Imagine you just arrived in an unfamiliar city and you want to see as much of it as possible in a limited amount of time. You have two choices. You can stand at the main square, visit every street that branches off from it, and only then move outward to the next ring of streets. Or you can pick one street, follow it all the way to the end, turn down a side alley, follow that to its end, and keep going deeper until you hit a dead end — only then backtracking to try something else.
Both strategies will eventually cover the whole city, but the experience is completely different. In the first approach you quickly build a wide overview. In the second you get intimate with one neighborhood but might not even know other neighborhoods exist for hours. This is exactly the choice every web crawler faces when it starts walking through your site — and it is the difference between BFS and DFS.
Before we compare strategies, it helps to see what a crawler is actually walking through. A website is a graph: every page is a node, and every internal link is an edge that connects two nodes. The home page connects to the about page, which connects to the team page, which might link back to a blog post on the home page. Loops, shortcuts, dead ends — all of these exist on real sites.
The crawler's job is to start at one node (usually the home page) and discover as many reachable nodes as possible. The question is simply: in what order should it visit them? The answer to that question is the traversal strategy, and it shapes almost everything else about how the crawler behaves.
BFS moves outward in layers. The crawler starts at the home page (depth 0). It then visits every page directly linked from the home page (depth 1) before going any deeper. Only after all depth-1 pages are processed does it start on depth 2. Think of it like ripples expanding from a stone dropped in water — the wave covers every point at a given distance before reaching the next distance.
The data structure that makes this work is the queue, which follows the FIFO principle — First In, First Out. The crawler adds newly discovered URLs to the back of the queue and always pulls the next URL to process from the front. Because URLs discovered earlier (at shallower depths) were added to the queue earlier, they always get processed before deeper URLs.
Visit every sibling before any child — use a queue (FIFO) and process URLs in the order they were discovered.
DFS takes the opposite approach. Instead of covering a level completely, the crawler picks one link from the current page and immediately follows it. Then it picks a link from that page and follows it. The crawler keeps diving deeper until it hits a dead end or runs out of unvisited links, and only then does it backtrack to try a different branch.
The data structure here is the stack, which follows LIFO — Last In, First Out. Newly discovered URLs are pushed onto the stack, and the crawler always pops the most recently added URL to process next. Because "most recent" usually means "deepest in the current branch," the crawler naturally keeps descending.

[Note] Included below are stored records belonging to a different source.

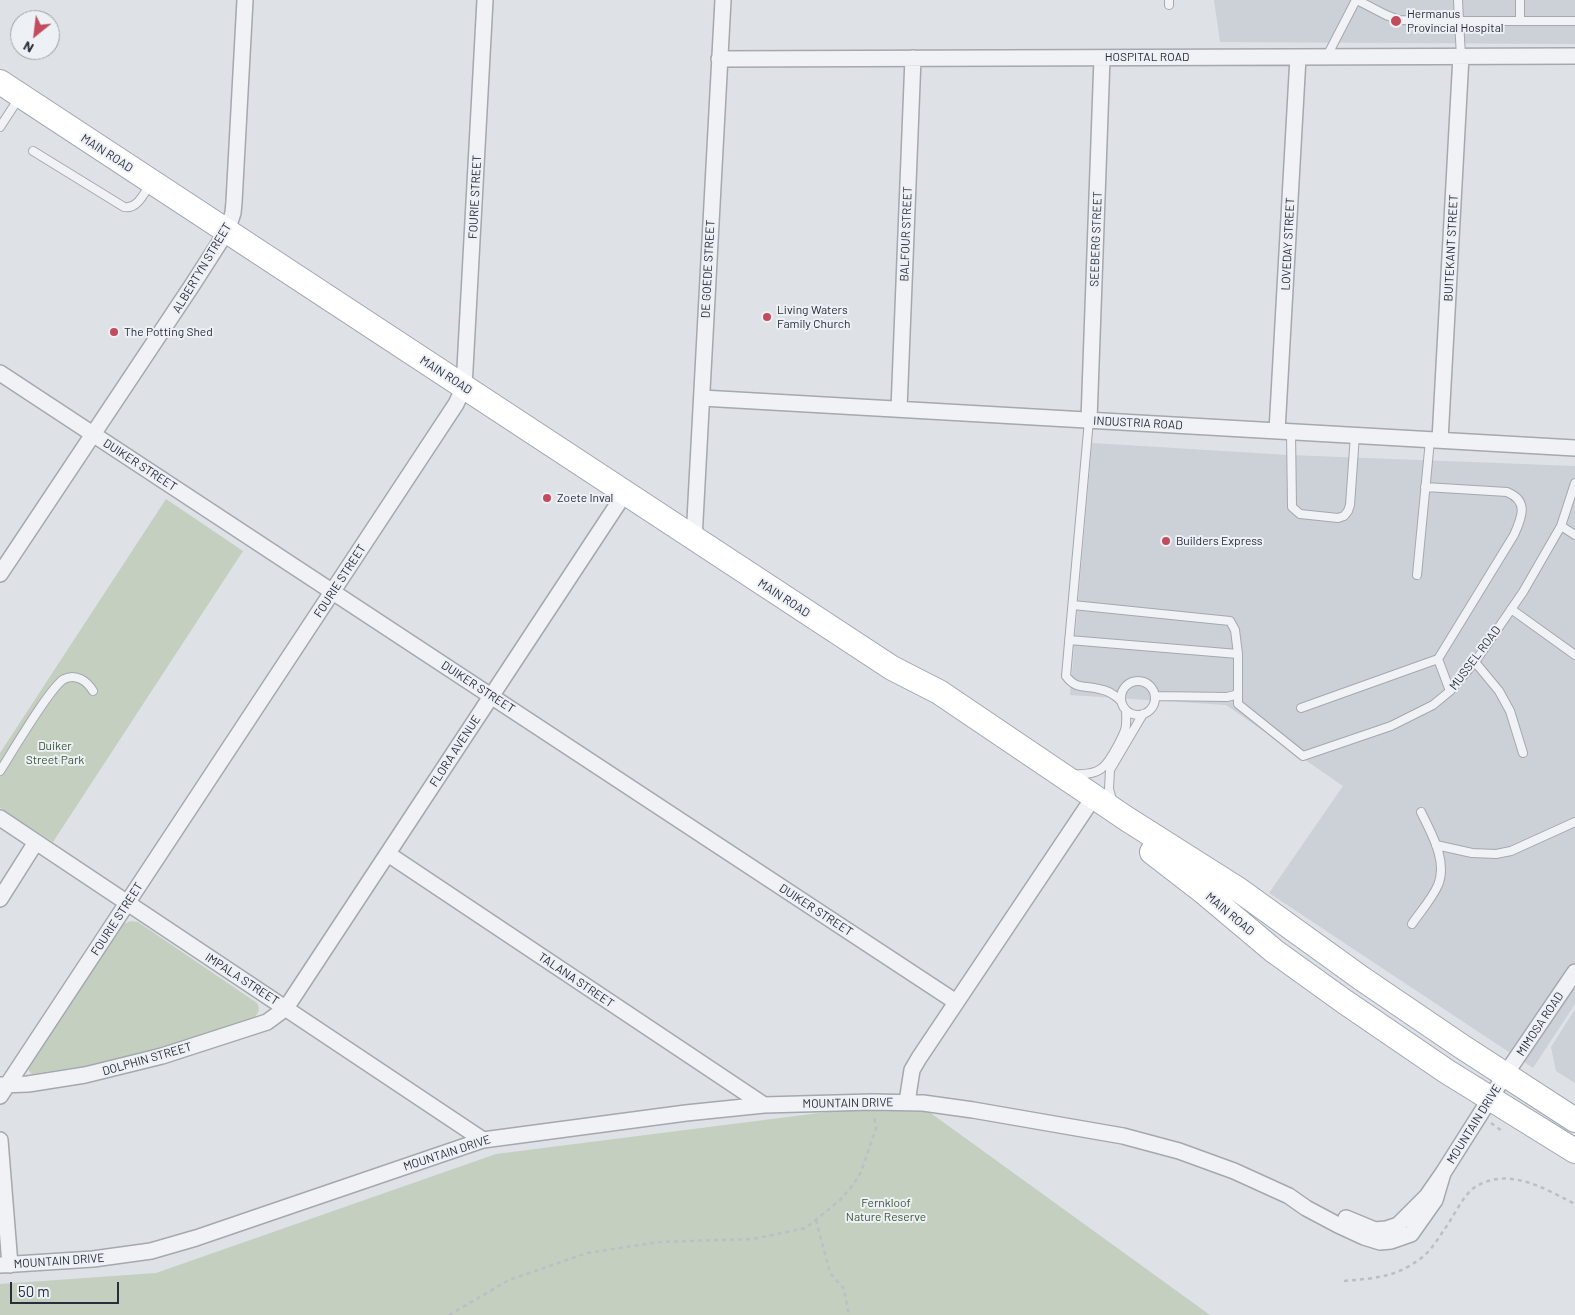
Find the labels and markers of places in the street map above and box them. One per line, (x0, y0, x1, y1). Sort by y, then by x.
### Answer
place label: Hermanus Provincial Hospital (1407, 7, 1504, 35)
marker: Hermanus Provincial Hospital (1389, 14, 1403, 28)
place label: Living Waters Family Church (777, 303, 850, 331)
marker: Living Waters Family Church (761, 311, 773, 323)
place label: The Potting Shed (124, 325, 213, 339)
marker: The Potting Shed (108, 326, 120, 338)
place label: Zoete Inval (557, 491, 613, 505)
marker: Zoete Inval (541, 492, 553, 504)
place label: Builders Express (1176, 534, 1263, 548)
marker: Builders Express (1160, 535, 1172, 547)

In practice, DFS is often implemented with recursion, which uses the programming language's own call stack under the hood. But the effect is identical — one branch gets fully explored before another begins.
Dive all the way down one branch before touching the next — use a stack (LIFO) or recursion.
In theory, both algorithms eventually visit every reachable page and have the same time complexity. In practice, the difference shows up the moment you add real-world constraints — limited time, limited memory, depth caps, or parallel processing. Here is where the two strategies genuinely diverge:
With BFS: within moments, the crawler already has a broad picture of the site — the home page and every page directly linked from it are done. If you stop the crawl early, you still have meaningful coverage of the most important pages.
With DFS: the crawler might spend a long time inside one section (a deep blog archive, for example) before it even touches other top-level sections. If you stop early, your picture of the site is lopsided.
With BFS: enforcing a max depth is trivial — simply refuse to enqueue URLs whose depth would exceed the limit. The crawler will fully cover every level up to that depth.
With DFS: a depth limit is possible but feels less natural. The crawler can race to the depth limit in one branch before it has even discovered the other top-level branches.
With BFS: memory scales with the width of the graph. A home page linking to 10,000 product URLs means all 10,000 URLs sit in the queue at once.
With DFS: memory scales with the depth. That is usually smaller for websites, but deep recursive calls can still blow the call stack on pathological link chains.
With BFS: shallow pages get processed first. On most sites, those are the important ones — category hubs, main service pages, the latest blog posts. If the crawl is interrupted, you still captured what matters most.
With DFS: the crawler might get lost in a deep branch of older archive content before touching today's homepage features.
With BFS: the queue lends itself beautifully to parallel work. Pull ten URLs off the queue at once and fetch them concurrently. That single property can cut crawl time for a large site dramatically.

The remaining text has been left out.